(Dataset entries)
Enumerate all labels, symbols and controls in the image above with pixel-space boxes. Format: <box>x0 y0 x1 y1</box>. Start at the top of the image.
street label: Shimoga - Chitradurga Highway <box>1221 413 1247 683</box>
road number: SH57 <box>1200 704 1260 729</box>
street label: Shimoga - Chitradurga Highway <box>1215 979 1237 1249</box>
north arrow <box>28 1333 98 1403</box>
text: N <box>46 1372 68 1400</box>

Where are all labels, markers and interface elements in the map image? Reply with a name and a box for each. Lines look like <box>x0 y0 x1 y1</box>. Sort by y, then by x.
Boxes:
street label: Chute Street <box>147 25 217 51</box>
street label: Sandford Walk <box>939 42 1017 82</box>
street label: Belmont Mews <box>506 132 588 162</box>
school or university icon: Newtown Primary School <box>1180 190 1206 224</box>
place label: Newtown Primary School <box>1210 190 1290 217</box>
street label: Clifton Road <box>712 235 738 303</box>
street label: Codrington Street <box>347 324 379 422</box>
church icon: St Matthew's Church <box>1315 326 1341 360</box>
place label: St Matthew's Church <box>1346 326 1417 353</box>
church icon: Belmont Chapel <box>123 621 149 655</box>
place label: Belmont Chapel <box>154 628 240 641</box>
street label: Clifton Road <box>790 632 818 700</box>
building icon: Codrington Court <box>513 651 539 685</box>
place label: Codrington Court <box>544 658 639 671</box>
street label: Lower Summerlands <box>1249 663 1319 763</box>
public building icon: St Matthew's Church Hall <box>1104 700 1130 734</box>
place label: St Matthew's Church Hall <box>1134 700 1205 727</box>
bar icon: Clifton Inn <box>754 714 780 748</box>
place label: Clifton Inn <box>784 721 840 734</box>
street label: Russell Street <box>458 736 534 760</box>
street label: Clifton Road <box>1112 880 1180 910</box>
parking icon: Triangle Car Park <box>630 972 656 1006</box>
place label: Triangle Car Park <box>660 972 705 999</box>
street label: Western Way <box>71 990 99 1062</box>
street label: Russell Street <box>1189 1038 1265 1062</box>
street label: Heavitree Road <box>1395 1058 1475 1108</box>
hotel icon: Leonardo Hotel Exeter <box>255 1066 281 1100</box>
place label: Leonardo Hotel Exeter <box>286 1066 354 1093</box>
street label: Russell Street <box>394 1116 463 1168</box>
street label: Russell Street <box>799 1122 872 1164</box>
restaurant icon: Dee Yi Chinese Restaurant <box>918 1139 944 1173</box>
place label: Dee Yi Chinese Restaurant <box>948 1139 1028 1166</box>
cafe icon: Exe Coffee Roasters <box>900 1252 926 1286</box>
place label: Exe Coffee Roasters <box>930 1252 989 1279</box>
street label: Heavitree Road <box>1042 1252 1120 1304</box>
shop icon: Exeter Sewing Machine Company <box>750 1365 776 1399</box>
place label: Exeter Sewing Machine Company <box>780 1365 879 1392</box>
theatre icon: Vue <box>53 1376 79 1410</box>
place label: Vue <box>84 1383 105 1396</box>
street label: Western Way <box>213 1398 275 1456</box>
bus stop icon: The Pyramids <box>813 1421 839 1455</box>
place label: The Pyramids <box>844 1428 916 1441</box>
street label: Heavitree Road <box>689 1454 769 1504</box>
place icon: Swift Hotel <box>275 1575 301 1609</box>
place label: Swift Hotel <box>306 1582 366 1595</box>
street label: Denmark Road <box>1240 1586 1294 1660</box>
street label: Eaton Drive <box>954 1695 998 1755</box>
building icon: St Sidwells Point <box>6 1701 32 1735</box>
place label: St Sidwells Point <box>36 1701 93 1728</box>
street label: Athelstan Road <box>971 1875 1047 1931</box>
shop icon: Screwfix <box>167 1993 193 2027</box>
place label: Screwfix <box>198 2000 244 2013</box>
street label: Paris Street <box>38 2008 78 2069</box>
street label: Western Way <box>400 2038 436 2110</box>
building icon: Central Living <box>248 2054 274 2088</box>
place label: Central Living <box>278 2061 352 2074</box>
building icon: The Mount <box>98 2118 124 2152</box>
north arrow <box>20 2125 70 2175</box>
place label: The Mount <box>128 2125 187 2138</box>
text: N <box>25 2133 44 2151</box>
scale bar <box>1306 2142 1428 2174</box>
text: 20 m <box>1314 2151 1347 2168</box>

Task prompt.
Repeat the data above exactly.

Result for this task.
Enumerate all labels, symbols and controls in the image above with pixel-space boxes. Format: <box>x0 y0 x1 y1</box>. Start at the top of the image.
street label: Shimoga - Chitradurga Highway <box>1221 413 1247 683</box>
road number: SH57 <box>1200 704 1260 729</box>
street label: Shimoga - Chitradurga Highway <box>1215 979 1237 1249</box>
north arrow <box>28 1333 98 1403</box>
text: N <box>46 1372 68 1400</box>

Where are all labels, markers and interface elements in the map image? Reply with a name and a box for each. Lines look like <box>x0 y0 x1 y1</box>. Sort by y, then by x.
Boxes:
street label: Chute Street <box>147 25 217 51</box>
street label: Sandford Walk <box>939 42 1017 82</box>
street label: Belmont Mews <box>506 132 588 162</box>
school or university icon: Newtown Primary School <box>1180 190 1206 224</box>
place label: Newtown Primary School <box>1210 190 1290 217</box>
street label: Clifton Road <box>712 235 738 303</box>
street label: Codrington Street <box>347 324 379 422</box>
church icon: St Matthew's Church <box>1315 326 1341 360</box>
place label: St Matthew's Church <box>1346 326 1417 353</box>
church icon: Belmont Chapel <box>123 621 149 655</box>
place label: Belmont Chapel <box>154 628 240 641</box>
street label: Clifton Road <box>790 632 818 700</box>
building icon: Codrington Court <box>513 651 539 685</box>
place label: Codrington Court <box>544 658 639 671</box>
street label: Lower Summerlands <box>1249 663 1319 763</box>
public building icon: St Matthew's Church Hall <box>1104 700 1130 734</box>
place label: St Matthew's Church Hall <box>1134 700 1205 727</box>
bar icon: Clifton Inn <box>754 714 780 748</box>
place label: Clifton Inn <box>784 721 840 734</box>
street label: Russell Street <box>458 736 534 760</box>
street label: Clifton Road <box>1112 880 1180 910</box>
parking icon: Triangle Car Park <box>630 972 656 1006</box>
place label: Triangle Car Park <box>660 972 705 999</box>
street label: Western Way <box>71 990 99 1062</box>
street label: Russell Street <box>1189 1038 1265 1062</box>
street label: Heavitree Road <box>1395 1058 1475 1108</box>
hotel icon: Leonardo Hotel Exeter <box>255 1066 281 1100</box>
place label: Leonardo Hotel Exeter <box>286 1066 354 1093</box>
street label: Russell Street <box>394 1116 463 1168</box>
street label: Russell Street <box>799 1122 872 1164</box>
restaurant icon: Dee Yi Chinese Restaurant <box>918 1139 944 1173</box>
place label: Dee Yi Chinese Restaurant <box>948 1139 1028 1166</box>
cafe icon: Exe Coffee Roasters <box>900 1252 926 1286</box>
place label: Exe Coffee Roasters <box>930 1252 989 1279</box>
street label: Heavitree Road <box>1042 1252 1120 1304</box>
shop icon: Exeter Sewing Machine Company <box>750 1365 776 1399</box>
place label: Exeter Sewing Machine Company <box>780 1365 879 1392</box>
theatre icon: Vue <box>53 1376 79 1410</box>
place label: Vue <box>84 1383 105 1396</box>
street label: Western Way <box>213 1398 275 1456</box>
bus stop icon: The Pyramids <box>813 1421 839 1455</box>
place label: The Pyramids <box>844 1428 916 1441</box>
street label: Heavitree Road <box>689 1454 769 1504</box>
place icon: Swift Hotel <box>275 1575 301 1609</box>
place label: Swift Hotel <box>306 1582 366 1595</box>
street label: Denmark Road <box>1240 1586 1294 1660</box>
street label: Eaton Drive <box>954 1695 998 1755</box>
building icon: St Sidwells Point <box>6 1701 32 1735</box>
place label: St Sidwells Point <box>36 1701 93 1728</box>
street label: Athelstan Road <box>971 1875 1047 1931</box>
shop icon: Screwfix <box>167 1993 193 2027</box>
place label: Screwfix <box>198 2000 244 2013</box>
street label: Paris Street <box>38 2008 78 2069</box>
street label: Western Way <box>400 2038 436 2110</box>
building icon: Central Living <box>248 2054 274 2088</box>
place label: Central Living <box>278 2061 352 2074</box>
building icon: The Mount <box>98 2118 124 2152</box>
north arrow <box>20 2125 70 2175</box>
place label: The Mount <box>128 2125 187 2138</box>
text: N <box>25 2133 44 2151</box>
scale bar <box>1306 2142 1428 2174</box>
text: 20 m <box>1314 2151 1347 2168</box>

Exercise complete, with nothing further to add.